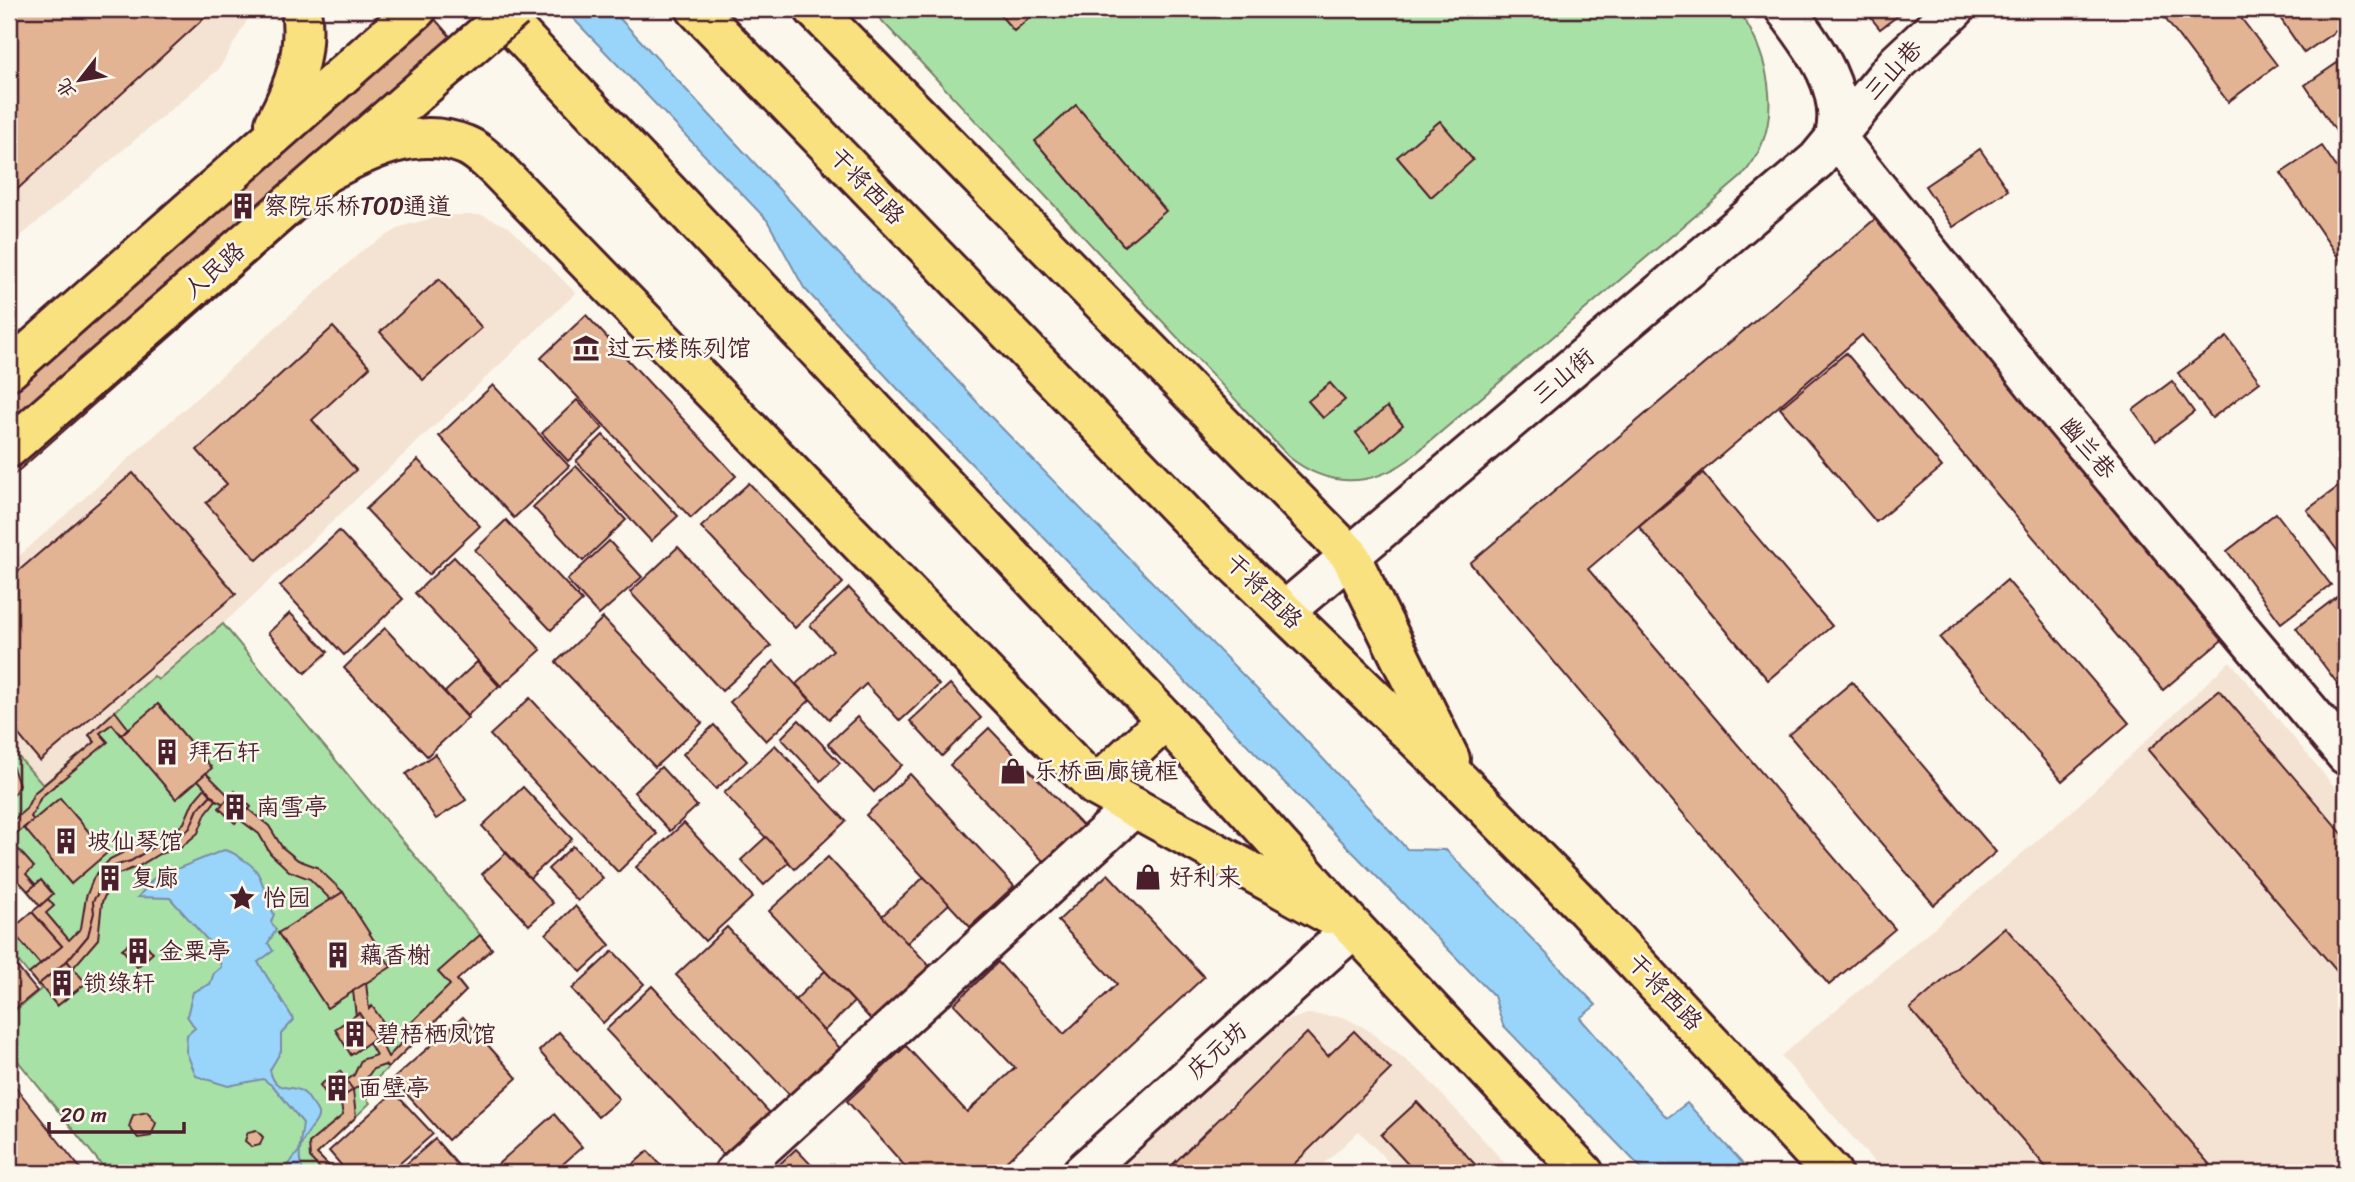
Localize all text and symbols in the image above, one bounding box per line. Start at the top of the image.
street label: 三山巷 [1853,29,1933,111]
north arrow [46,46,116,116]
text: 北 [47,72,85,105]
street label: 干将西路 [819,137,915,235]
place label: 察院乐桥TOD通道 [264,185,451,227]
building icon: 察院乐桥TOD通道 [228,191,258,221]
street label: 人民路 [173,231,255,309]
place label: 过云楼陈列馆 [607,327,751,369]
museum icon: 过云楼陈列馆 [571,333,601,363]
street label: 三山街 [1522,337,1604,415]
street label: 幽兰巷 [2049,407,2127,489]
street label: 干将西路 [1215,543,1313,639]
place label: 拜石轩 [188,731,260,773]
building icon: 拜石轩 [152,737,182,767]
place label: 乐桥画廊镜框 [1034,750,1178,792]
shop icon: 乐桥画廊镜框 [998,756,1028,786]
place label: 南雪亭 [256,786,328,828]
building icon: 南雪亭 [220,792,250,822]
place label: 坡仙琴馆 [87,820,183,862]
building icon: 坡仙琴馆 [51,826,81,856]
place label: 好利来 [1169,856,1241,898]
place label: 复廊 [131,857,179,899]
shop icon: 好利来 [1133,862,1163,892]
building icon: 复廊 [95,863,125,893]
place label: 怡园 [263,877,311,919]
place icon: 怡园 [227,883,257,913]
place label: 金粟亭 [159,930,231,972]
place label: 藕香榭 [359,934,431,976]
building icon: 金粟亭 [123,936,153,966]
building icon: 藕香榭 [323,940,353,970]
street label: 干将西路 [1617,943,1713,1041]
place label: 锁绿轩 [83,962,155,1004]
building icon: 锁绿轩 [47,968,77,998]
street label: 庆元坊 [1176,1010,1258,1090]
place label: 碧梧栖凤馆 [376,1013,496,1055]
building icon: 碧梧栖凤馆 [340,1019,370,1049]
place label: 面壁亭 [358,1067,430,1109]
building icon: 面壁亭 [322,1073,352,1103]
scale bar [49,1091,184,1135]
text: 20 m [60,1096,107,1134]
────────
_PROBLEM DETAILS_
Output an exact copy of the material, with the pictures removed.

_TASK RESPONSE_
Localize all text and symbols in the image above, one bounding box per line. Start at the top of the image.
street label: 三山巷 [1853,29,1933,111]
north arrow [46,46,116,116]
text: 北 [47,72,85,105]
street label: 干将西路 [819,137,915,235]
place label: 察院乐桥TOD通道 [264,185,451,227]
building icon: 察院乐桥TOD通道 [228,191,258,221]
street label: 人民路 [173,231,255,309]
place label: 过云楼陈列馆 [607,327,751,369]
museum icon: 过云楼陈列馆 [571,333,601,363]
street label: 三山街 [1522,337,1604,415]
street label: 幽兰巷 [2049,407,2127,489]
street label: 干将西路 [1215,543,1313,639]
place label: 拜石轩 [188,731,260,773]
building icon: 拜石轩 [152,737,182,767]
place label: 乐桥画廊镜框 [1034,750,1178,792]
shop icon: 乐桥画廊镜框 [998,756,1028,786]
place label: 南雪亭 [256,786,328,828]
building icon: 南雪亭 [220,792,250,822]
place label: 坡仙琴馆 [87,820,183,862]
building icon: 坡仙琴馆 [51,826,81,856]
place label: 好利来 [1169,856,1241,898]
place label: 复廊 [131,857,179,899]
shop icon: 好利来 [1133,862,1163,892]
building icon: 复廊 [95,863,125,893]
place label: 怡园 [263,877,311,919]
place icon: 怡园 [227,883,257,913]
place label: 金粟亭 [159,930,231,972]
place label: 藕香榭 [359,934,431,976]
building icon: 金粟亭 [123,936,153,966]
building icon: 藕香榭 [323,940,353,970]
street label: 干将西路 [1617,943,1713,1041]
place label: 锁绿轩 [83,962,155,1004]
building icon: 锁绿轩 [47,968,77,998]
street label: 庆元坊 [1176,1010,1258,1090]
place label: 碧梧栖凤馆 [376,1013,496,1055]
building icon: 碧梧栖凤馆 [340,1019,370,1049]
place label: 面壁亭 [358,1067,430,1109]
building icon: 面壁亭 [322,1073,352,1103]
scale bar [49,1091,184,1135]
text: 20 m [60,1096,107,1134]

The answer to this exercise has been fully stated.